As an example, if one gets an integer numeric overflow, some languages
change representations and go to bignums.  It is a real pain (not to
mention performance loss and code expansion) to implement the guard
bits and checks almost everywhere because the runtime system can't
afford the time to take a heavyweight trap.  The same situation
applies whether checking tagged data on polymorphic operation dispatch
as in using operations on logical entities like numbers which have
multiple representations.

I think that the thing to concentrate on is design of HW architectures
which support the above so that there are a set of "lightweight traps"
which can be safely reflected to the runtime system.  This could lead
to a large savings in code size.

I still hear "C only needs fixnums and floats, Unix only core dumps so
we don't have to do better."  C and Unix are in the class 20 year old
technologies (circa 1972).  A more general and mature view of OS and
language implementation technologies than this is definitely called
for.  [Of course none of us would say that 8^]!

-Ken Dickey			kend@data.uucp

rpw3@rigden.wpd.sgi.com (Rob Warnock) (09/28/90)

In article <413@data.UUCP> kend@data.UUCP (Ken Dickey) writes:
+---------------
| I think that the thing to concentrate on is design of HW architectures
| which support the above so that there are a set of "lightweight traps"
| which can be safely reflected to the runtime system.  This could lead
| to a large savings in code size.
+---------------

In both of the Unix ports done to the Am29000 (S5 & BSD), the "spill/fill"
assertion traps [used to shift the register window] were "trampolined" back
to user mode code to perform the actual operation. In addition, a user program
could request that most other (synchronous) traps also "bounce" back to a
user-mode handler. The trampoline code was quite short. In the case of
spill & fill, the address of the user-mode handler was kept in a kernel-
protected register, thus the trampoline code was only 5 instructions:

uspilltrap:
        mfsr    tpc, PC1                ; save return address
        mtsr    PC1, uspill             ; "branch"
        add     tav, uspill, 4          ; (sequential fetch)
        mtsr    PC0, tav                ; "branch" completely
        iret

This was done for a couple of reasons reasons:

- The copying done in a spill/fill might result in page faults or stack
  growth, both of which were a lot easier to handle if they came from user
  mode rather than from some random kernel trap handler.

- You have to save/restore a dozen+ words of 29k CPU state before you can
  safely "come off freeze mode", which you have to do to use things like
  load & store multiple (which the spill/fill code wants to use!), so bouncing
  straight back to user mode saves all that saving/restoring. [None of that
  state is actually useful in the case of a synchronous trap from an "ASSERT"
  or "EMULATE" instruction, so nothing is "lost".]

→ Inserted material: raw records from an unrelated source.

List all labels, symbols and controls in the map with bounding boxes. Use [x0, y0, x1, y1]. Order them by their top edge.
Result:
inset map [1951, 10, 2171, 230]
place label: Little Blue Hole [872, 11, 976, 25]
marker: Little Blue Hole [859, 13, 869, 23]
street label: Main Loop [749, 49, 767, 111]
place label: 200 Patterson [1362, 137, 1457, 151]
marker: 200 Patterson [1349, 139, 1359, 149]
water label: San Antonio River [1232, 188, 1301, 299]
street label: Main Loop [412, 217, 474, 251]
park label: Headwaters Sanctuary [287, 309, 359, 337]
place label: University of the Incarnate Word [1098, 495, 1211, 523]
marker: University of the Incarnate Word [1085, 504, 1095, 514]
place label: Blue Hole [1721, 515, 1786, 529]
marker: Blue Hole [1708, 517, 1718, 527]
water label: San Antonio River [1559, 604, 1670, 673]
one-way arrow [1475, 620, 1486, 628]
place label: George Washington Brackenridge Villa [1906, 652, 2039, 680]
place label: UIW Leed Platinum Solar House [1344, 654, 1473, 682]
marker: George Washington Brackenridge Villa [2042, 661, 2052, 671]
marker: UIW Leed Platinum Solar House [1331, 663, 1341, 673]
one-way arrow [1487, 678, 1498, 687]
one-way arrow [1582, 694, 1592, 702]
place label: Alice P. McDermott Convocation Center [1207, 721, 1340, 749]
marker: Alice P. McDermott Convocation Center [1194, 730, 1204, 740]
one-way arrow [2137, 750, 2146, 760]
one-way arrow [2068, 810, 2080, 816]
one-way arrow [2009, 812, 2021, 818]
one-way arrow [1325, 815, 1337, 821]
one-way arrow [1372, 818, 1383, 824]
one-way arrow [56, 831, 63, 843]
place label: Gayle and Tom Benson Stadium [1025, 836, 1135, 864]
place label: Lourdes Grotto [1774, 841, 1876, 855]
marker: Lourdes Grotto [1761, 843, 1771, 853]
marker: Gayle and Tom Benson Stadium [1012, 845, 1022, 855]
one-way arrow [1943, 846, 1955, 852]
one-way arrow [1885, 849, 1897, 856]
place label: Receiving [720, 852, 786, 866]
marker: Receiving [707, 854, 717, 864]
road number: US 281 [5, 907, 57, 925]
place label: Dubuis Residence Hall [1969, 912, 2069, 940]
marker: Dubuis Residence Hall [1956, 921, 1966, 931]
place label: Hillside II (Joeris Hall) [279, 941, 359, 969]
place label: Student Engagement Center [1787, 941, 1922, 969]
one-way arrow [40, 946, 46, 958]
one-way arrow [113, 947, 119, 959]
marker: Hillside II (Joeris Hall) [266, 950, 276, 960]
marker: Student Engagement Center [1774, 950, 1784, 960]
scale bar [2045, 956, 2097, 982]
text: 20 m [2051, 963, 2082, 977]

Other uses than spill/fill were found for this feature. Since in the 29k BCS
different operating systems use different trap vector numbers, is was possible
to write a user-mode syscall-emulation routine that could be bound with an
object module from another operating system, so that system calls from that
other system could be emulated under Unix by the user-mode library.

Most of the compiler/assembler/tool vendors for the 29k targeted their tools
for a small "operating system" (originally called "HIF", later changed to some
other name -- I forgot what) that ran on an AMD prototyping board (PCEB/29k)
that plugged into a PC. HIF provided a POSIX-subset interface, which was mapped
to MS/DOS calls (by a program running in the PC). But the above "trampoline"
feature made it possible for us to write a HIF system call emulator that was
bound with the HIF object files, so we could instantly run all the PC-targeted
tools under Unix!

[No, nobody ever tried to emulate Sys-V under BSD or vice-versa! ;-} ]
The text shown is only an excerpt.